We applied the autoencoder network for the first time to approximate the regular time variation of neutron monitor data in the investigation in [24]. In the same paper [24] the autoencoder efficiency was shown for anomaly detection based on the search for the change points in a system. For the first time, we considered application of nonlinear approximating schemes for detection of anomalies in CR variations in [25]. The results in [25] showed the prospects of this approach for detection of multi-scale anomalies. Moreover, the possibility of application of both the autoencoder and the nonlinear approximating schemes was considered in the papers [24,25]. The investigations in [24,25] showed that the autoencoder is more effective for the detection of narrow-band anomalies, and the nonlinear approximating scheme is more effective for the detection of short-period different-scale anomalies. In the following research [26], we compared the method of singular spectral analysis (SSA) with the autoencoder and adaptive threshold filtering (AADA algorithm). The study [26] showed that the SSA can be applied to detect CR variation components during the process of dynamics analysis. However, the autoencoder and adaptive threshold wavelet filtering are more effective for anomaly detection. This paper continues these investigations. The combination of the autoencoder with the nonlinear approximating scheme in the form of the hybrid model of a time series with nonstationary structure develops that theory. This paper presents a formal form of the HMTS, and the methods to estimate its parameters have been developed. In order to optimize the calculation of the HMTS anomalous component, the likelihood ratio test was applied. The analytical expressions of threshold function parameters were obtained. They minimize data approximation errors. Moreover, the wavelet basis selection criterion, when constructing a nonlinear approximating scheme, was proposed. This allowed us to improve the HMTS efficiency for anomaly detection. Based on statistical modeling, the HMTS’s high efficiency was proved for the problem of anomaly detection in neutron monitor data.

2. Materials and Methods

2.1. Hybrid Model of a Natural Time Series of a Nonstationary Structure

A natural time series of a nonstationary structure can be represented in the following form:

$$f\left(t\right)=R\left(t\right)+A\left(t\right)+e\left(t\right)=\sum _r{S}_r\left(t,{\theta }_r\right)+\sum _{m}a\left[m\right]⟨f,g_m⟩g_m+e\left(t\right),$$

(1)

where $R\left(t\right)={\sum }_r{S}_r\left(t,{\theta }_r\right)$ is the regular component, which has a parametric form and is a linear combination of the components $S_r\left(t,{\theta }_r\right)$, $r$ is the component number, $\theta =\left\{{\theta }_r\right\}$ is the parameter set, $A\left(t\right)={\sum }_{m}a\left[m\right]⟨f,g_m⟩g_m$ is the nonstationary component, which includes local features of different forms and durations and is represented in the form of a nonlinear approximating scheme [27], in which $a\left[m\right]$ depends on $⟨f,g_m⟩$, $g_m$ is the orthonormal basis, $⟨·⟩$ is the scalar product, $t$ is the time.

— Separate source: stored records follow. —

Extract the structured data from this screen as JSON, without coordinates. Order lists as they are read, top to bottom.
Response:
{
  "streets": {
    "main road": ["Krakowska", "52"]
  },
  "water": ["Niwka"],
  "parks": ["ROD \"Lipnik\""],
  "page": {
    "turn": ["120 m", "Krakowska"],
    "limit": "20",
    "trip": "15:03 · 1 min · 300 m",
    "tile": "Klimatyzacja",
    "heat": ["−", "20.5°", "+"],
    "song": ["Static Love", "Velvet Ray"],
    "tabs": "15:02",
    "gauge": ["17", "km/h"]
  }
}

2.2. Determination of the Regular Component $R\left(t\right)$ of Model (1)

The regular component $R\left(t\right)$ of model (1) includes implicit complex regularities. Thus, we represent it by means of the autoencoder neural network. The autoencoder is a nonlinear method of main components, and it makes it possible to determine the form of hidden regularities and estimate their parameters [28]. In terms of the autoencoder, we obtain the following estimate for the regular component $R\left(t\right)$ of model (1):

$$\widehat{R}\left(t\right)=\sum _r{S}_r\left(t,{\theta }_r\right)=Z\left({{\theta }_r}^{\left(2\right)}\left(H\left({{\theta }_r}^{\left(1\right)}f\left(t\right)\right)\right)\right),$$

(2)

where $Z$, $H$ are the activation functions of the neural network for output and inner layers, respectively, $\theta ={\left\{{{\theta }_r}^{\left(i\right)}\right\}}_{i=\mathrm{1,2}}$ are the parameters, ${{\theta }_r}^{\left(i\right)}$ are the weight matrix of the $i$-th layer.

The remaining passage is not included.